→ **The task**: All of the entries below are to be copied without any alteration.

Excerpts from a dataset:
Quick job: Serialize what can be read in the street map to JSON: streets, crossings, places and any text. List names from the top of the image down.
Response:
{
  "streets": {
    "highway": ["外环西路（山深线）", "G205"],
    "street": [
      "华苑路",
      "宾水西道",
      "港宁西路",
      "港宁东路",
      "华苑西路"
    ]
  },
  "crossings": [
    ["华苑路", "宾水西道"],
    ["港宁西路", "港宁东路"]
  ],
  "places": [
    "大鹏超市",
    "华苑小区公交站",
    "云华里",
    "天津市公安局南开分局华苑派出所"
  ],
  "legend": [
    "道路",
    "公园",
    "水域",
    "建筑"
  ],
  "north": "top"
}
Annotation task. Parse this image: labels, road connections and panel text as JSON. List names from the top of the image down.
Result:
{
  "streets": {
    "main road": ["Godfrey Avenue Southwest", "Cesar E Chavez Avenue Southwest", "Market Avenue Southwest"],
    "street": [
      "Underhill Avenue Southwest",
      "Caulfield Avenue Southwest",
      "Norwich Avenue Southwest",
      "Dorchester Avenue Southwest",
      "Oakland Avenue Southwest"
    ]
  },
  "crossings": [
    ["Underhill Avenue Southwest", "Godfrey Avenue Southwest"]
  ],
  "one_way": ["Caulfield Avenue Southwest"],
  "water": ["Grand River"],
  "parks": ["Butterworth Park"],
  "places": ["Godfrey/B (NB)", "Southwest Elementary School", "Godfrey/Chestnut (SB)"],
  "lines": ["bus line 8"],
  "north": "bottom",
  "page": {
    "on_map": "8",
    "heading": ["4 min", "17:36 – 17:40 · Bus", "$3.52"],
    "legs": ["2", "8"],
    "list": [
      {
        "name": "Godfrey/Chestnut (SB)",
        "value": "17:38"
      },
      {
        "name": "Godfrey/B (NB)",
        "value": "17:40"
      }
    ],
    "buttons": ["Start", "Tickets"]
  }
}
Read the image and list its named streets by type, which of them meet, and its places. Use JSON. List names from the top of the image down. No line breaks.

→ **Completed task**:
Quick job: Serialize what can be read in the street map to JSON: streets, crossings, places and any text. List names from the top of the image down.
Response:
{
  "streets": {
    "highway": ["外环西路（山深线）", "G205"],
    "street": [
      "华苑路",
      "宾水西道",
      "港宁西路",
      "港宁东路",
      "华苑西路"
    ]
  },
  "crossings": [
    ["华苑路", "宾水西道"],
    ["港宁西路", "港宁东路"]
  ],
  "places": [
    "大鹏超市",
    "华苑小区公交站",
    "云华里",
    "天津市公安局南开分局华苑派出所"
  ],
  "legend": [
    "道路",
    "公园",
    "水域",
    "建筑"
  ],
  "north": "top"
}
Annotation task. Parse this image: labels, road connections and panel text as JSON. List names from the top of the image down.
Result:
{
  "streets": {
    "main road": ["Godfrey Avenue Southwest", "Cesar E Chavez Avenue Southwest", "Market Avenue Southwest"],
    "street": [
      "Underhill Avenue Southwest",
      "Caulfield Avenue Southwest",
      "Norwich Avenue Southwest",
      "Dorchester Avenue Southwest",
      "Oakland Avenue Southwest"
    ]
  },
  "crossings": [
    ["Underhill Avenue Southwest", "Godfrey Avenue Southwest"]
  ],
  "one_way": ["Caulfield Avenue Southwest"],
  "water": ["Grand River"],
  "parks": ["Butterworth Park"],
  "places": ["Godfrey/B (NB)", "Southwest Elementary School", "Godfrey/Chestnut (SB)"],
  "lines": ["bus line 8"],
  "north": "bottom",
  "page": {
    "on_map": "8",
    "heading": ["4 min", "17:36 – 17:40 · Bus", "$3.52"],
    "legs": ["2", "8"],
    "list": [
      {
        "name": "Godfrey/Chestnut (SB)",
        "value": "17:38"
      },
      {
        "name": "Godfrey/B (NB)",
        "value": "17:40"
      }
    ],
    "buttons": ["Start", "Tickets"]
  }
}
Read the image and list its named streets by type, which of them meet, and its places. Use JSON. List names from the top of the image down. No line breaks.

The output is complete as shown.